Charitable Remainder TrustsMany people would like to be more gracious in their giving, but they are understandably reluctant to give away assets today, that they may need to maintain their financial independence tomorrow. Fortunately, the Internal Revenue Code recognizes that it may be attractive for such taxpayers to have their cake and eat it too, through the use of Charitable Remainder Trusts (CRTs).

Charitable giving has always been a tool that estate planning attorneys use to reduce the size of their clients’ estates for estate tax purposes. There are many types of Trusts that can accomplish this type of tax reduction. Charitable Remainder Trusts are often utilized to capitalize on the favorable treatment the IRS gives to charitable giving. Through a Charitable Remainder Trust, you may increase your current income, and enjoy income tax deductions, while retaining the ability to change the ultimate charitable beneficiary right up to the time of your death.

Here is how it works: First, you contribute an asset to the CRT. It is important to note that appreciated assets (like real property) are commonly contributed because they tend to be low income producers, and if sold by you there will be a capital gains tax owed. Second, the Trust sells the assets without capital gains taxation and then reinvests the proceeds in an income-producing portfolio that grows income tax free inside the CRT. Third, you and your spouse receive a lifetime income stream from the Trust, as well as a valuable income tax deduction for up to six years. Fourth, if the ultimate charitable beneficiary changes for the worse during your lifetime, then you may replace them with another charity by reference in your Last Will and Testament. At your death the charity owns the funds inside the Trust and your estate does not, potentially preserving assets and benefiting a charity at the same time.

Under the Charitable Remainder Trust umbrella there are different types of CRTs. The two main types of Charitable Remainder Trusts utilized are Charitable Remainder Annuity Trusts or CRATs, and Charitable Remainder Unitrusts or CRUTs. The basic difference between a CRAT and a CRUT is the character of the income payments that flow to the recipients. A CRAT will pay a fixed amount, which can be either expressed in dollars or as a percentage of the value of the initial funding amount. A CRUT, on the other hand, will have a variable payment that is expressed as a percentage of the Trust assets that are determined annually. Basically stated, the payment from a CRAT is a fixed amount, and the payment from a CRUT is variable.

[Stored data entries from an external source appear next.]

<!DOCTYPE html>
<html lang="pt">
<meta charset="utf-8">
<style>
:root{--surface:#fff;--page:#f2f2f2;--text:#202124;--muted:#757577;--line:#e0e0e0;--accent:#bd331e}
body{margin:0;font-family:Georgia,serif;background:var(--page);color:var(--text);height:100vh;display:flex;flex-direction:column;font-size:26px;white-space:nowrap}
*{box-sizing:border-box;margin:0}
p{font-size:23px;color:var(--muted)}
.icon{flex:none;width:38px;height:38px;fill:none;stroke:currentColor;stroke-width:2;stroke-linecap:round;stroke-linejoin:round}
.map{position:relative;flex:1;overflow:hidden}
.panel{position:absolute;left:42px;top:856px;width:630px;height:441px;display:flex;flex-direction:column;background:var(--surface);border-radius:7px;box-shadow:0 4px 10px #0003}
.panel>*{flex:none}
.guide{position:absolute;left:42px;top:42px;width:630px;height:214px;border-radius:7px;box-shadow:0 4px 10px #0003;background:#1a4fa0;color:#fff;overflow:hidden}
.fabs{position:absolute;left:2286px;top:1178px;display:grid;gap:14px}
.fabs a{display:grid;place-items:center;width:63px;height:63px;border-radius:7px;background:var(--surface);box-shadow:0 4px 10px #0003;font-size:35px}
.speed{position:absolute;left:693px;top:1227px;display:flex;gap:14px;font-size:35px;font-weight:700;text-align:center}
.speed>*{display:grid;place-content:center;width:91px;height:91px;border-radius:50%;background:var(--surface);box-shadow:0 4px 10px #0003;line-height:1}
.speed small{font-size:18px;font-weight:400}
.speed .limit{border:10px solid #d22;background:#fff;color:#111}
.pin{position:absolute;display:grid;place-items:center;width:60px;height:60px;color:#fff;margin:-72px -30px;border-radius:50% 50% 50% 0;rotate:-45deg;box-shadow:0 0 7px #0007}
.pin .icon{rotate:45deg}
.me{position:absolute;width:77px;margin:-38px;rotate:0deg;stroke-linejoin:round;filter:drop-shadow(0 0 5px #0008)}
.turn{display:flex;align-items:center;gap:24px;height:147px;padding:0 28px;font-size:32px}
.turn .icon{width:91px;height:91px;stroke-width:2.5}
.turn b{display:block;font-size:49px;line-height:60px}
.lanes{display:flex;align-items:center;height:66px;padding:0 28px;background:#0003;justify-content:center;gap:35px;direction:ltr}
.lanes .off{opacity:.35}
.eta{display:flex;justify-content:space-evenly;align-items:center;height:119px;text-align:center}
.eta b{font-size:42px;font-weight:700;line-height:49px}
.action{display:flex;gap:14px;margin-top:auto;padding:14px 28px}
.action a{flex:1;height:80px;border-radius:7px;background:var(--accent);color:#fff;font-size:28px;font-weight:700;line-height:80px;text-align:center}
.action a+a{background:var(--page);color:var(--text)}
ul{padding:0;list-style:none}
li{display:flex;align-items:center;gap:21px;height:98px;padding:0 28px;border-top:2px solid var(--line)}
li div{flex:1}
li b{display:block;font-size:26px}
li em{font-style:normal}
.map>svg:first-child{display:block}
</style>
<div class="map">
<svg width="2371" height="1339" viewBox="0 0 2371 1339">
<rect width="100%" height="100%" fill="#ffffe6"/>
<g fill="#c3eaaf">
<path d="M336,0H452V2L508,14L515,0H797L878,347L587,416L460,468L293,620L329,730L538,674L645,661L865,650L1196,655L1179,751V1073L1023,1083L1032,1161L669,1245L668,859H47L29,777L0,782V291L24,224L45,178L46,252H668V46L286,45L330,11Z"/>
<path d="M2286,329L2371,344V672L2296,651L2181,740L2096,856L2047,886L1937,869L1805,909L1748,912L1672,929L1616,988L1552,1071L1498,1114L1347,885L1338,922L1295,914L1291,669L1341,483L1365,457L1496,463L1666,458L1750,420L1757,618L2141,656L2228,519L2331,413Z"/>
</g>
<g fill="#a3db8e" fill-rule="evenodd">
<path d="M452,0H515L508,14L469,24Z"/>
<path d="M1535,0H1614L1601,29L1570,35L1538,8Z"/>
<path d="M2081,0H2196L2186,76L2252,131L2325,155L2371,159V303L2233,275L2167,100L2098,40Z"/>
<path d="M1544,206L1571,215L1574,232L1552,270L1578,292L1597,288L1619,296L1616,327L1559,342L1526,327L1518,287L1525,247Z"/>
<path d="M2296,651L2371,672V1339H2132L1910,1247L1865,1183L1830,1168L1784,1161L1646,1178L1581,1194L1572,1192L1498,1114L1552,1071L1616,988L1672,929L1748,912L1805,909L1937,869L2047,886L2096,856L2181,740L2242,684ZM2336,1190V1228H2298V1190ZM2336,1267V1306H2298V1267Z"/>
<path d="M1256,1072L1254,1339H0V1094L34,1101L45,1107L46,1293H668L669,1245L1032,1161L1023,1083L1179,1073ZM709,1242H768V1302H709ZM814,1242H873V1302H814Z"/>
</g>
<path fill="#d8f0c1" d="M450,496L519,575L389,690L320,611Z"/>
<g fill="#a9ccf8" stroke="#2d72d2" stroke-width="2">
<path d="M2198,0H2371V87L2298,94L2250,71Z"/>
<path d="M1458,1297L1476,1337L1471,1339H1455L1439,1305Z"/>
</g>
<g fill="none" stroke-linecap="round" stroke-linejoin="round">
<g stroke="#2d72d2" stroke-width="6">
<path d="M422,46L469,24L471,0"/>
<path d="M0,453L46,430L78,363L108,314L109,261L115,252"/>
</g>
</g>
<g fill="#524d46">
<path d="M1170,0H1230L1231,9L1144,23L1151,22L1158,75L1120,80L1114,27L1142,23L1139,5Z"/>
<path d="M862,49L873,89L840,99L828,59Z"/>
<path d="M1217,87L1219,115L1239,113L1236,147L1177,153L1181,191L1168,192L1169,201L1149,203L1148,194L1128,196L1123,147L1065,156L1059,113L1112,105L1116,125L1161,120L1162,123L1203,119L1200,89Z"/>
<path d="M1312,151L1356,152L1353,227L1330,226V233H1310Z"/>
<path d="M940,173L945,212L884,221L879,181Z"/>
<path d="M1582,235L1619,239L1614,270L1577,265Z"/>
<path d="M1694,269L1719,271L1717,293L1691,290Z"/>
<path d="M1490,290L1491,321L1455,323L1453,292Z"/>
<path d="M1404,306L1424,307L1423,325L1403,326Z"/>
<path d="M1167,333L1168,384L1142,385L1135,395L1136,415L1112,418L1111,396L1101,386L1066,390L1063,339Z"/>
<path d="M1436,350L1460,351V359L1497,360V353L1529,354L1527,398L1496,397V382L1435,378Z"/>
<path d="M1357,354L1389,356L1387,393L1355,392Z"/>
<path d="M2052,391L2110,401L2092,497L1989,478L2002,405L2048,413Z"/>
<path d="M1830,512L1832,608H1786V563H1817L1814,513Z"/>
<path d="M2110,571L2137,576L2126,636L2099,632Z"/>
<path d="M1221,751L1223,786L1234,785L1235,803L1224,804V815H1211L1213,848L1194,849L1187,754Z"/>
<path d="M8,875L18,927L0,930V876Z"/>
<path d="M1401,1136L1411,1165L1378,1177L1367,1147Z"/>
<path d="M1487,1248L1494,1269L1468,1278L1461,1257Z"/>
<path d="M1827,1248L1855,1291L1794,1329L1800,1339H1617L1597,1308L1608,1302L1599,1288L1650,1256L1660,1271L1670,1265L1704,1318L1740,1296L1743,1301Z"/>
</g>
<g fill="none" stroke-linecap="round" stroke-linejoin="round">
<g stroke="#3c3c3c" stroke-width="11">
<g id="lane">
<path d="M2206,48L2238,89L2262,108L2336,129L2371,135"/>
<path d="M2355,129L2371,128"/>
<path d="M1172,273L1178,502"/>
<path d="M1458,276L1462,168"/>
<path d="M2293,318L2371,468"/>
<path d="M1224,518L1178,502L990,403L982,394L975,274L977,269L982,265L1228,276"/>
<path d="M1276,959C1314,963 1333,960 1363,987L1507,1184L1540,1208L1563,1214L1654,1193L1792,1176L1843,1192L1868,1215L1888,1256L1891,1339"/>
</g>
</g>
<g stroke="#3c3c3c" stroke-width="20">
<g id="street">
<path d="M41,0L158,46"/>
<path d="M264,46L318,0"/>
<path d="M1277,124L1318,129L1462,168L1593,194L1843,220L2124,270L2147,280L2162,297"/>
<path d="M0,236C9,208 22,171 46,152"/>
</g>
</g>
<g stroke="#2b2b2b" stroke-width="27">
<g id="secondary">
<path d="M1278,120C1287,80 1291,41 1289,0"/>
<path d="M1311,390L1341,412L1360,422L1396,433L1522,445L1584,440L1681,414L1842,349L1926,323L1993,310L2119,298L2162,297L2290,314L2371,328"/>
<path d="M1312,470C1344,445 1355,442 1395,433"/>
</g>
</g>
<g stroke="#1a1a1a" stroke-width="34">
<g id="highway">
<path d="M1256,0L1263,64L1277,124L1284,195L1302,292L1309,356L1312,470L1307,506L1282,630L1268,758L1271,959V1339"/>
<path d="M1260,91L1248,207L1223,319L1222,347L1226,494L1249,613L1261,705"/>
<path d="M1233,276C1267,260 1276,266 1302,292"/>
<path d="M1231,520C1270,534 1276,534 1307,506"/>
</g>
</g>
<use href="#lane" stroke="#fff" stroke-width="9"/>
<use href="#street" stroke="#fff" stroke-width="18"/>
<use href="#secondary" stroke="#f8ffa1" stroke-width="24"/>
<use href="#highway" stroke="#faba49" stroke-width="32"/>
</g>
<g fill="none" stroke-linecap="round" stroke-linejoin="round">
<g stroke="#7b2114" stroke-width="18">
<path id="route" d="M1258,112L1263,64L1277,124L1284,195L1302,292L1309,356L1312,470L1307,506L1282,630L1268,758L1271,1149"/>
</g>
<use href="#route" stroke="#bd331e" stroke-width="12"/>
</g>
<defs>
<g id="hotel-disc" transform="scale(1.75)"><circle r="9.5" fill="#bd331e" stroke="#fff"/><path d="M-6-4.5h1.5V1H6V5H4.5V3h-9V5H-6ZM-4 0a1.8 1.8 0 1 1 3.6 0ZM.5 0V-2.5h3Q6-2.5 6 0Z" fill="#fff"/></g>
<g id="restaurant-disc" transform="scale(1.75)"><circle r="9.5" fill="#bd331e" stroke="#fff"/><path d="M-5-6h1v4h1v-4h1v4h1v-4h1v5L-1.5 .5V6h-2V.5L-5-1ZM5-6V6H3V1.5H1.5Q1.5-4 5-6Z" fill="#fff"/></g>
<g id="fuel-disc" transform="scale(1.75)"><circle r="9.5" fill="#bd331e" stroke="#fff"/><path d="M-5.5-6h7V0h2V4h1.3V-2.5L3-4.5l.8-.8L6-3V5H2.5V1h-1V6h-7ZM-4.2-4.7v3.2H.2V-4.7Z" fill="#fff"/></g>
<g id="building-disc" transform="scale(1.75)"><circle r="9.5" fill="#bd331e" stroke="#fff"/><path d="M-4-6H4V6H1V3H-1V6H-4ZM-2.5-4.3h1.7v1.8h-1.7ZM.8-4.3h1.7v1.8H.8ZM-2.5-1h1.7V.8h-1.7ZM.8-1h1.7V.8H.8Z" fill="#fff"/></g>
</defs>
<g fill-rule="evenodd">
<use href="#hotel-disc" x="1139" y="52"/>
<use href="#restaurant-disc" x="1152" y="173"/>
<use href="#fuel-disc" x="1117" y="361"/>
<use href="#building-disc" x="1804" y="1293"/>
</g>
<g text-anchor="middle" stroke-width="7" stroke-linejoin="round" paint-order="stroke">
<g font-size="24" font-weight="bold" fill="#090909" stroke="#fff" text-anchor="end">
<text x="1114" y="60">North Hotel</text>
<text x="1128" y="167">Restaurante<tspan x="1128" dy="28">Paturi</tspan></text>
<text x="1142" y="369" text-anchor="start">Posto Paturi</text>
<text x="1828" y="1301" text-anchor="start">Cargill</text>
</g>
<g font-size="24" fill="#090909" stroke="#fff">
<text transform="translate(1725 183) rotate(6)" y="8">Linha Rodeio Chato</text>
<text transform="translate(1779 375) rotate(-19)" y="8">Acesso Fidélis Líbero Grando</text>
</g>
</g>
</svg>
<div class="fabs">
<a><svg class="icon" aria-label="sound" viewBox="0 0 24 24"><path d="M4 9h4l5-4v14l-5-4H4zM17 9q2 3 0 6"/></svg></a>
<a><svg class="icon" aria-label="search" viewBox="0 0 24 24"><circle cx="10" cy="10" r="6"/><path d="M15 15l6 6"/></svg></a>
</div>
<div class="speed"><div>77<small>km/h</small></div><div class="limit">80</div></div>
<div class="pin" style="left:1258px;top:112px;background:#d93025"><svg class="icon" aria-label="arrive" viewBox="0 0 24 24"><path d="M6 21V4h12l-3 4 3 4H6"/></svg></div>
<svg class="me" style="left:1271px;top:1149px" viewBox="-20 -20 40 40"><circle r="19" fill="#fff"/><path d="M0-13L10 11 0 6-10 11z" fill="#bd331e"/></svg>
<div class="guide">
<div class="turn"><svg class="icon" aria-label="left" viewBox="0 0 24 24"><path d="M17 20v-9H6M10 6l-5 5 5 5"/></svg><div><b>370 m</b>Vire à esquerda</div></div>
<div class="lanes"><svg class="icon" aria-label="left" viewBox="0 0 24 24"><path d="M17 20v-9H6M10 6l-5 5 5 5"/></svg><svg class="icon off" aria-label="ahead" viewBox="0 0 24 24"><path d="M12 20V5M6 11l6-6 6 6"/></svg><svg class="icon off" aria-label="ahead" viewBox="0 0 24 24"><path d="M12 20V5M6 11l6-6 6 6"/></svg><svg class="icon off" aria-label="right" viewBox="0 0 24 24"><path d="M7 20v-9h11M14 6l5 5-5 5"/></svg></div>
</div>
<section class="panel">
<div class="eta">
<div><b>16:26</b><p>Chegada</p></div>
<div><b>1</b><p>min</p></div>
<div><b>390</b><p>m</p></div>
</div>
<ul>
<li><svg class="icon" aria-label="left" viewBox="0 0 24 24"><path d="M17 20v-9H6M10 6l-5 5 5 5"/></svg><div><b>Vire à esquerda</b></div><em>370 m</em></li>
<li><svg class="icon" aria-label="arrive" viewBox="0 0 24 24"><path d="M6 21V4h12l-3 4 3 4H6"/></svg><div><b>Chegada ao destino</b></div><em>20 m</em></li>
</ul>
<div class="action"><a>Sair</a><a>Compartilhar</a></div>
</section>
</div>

There are different investment options available to CRUTs and CRATs. CRATs typically invest in assets that produce a fixed income, like annuities. CRUTs on the other hand have the flexibility to invest for growth, like stocks and mutual funds. Generally, the most important factor in determining which of these vehicles is selected is the age of the income recipients. Older Grantor recipients tend to favor the safety and security of the CRAT, whereas younger Grantor recipients favor the potential for growth associated with more risky investing. If you are charitable minded, and have a need to reduce the size of your estate, while still enjoying the benefits of that particular asset during your lifetime, a Charitable Remainder Trust may be for you.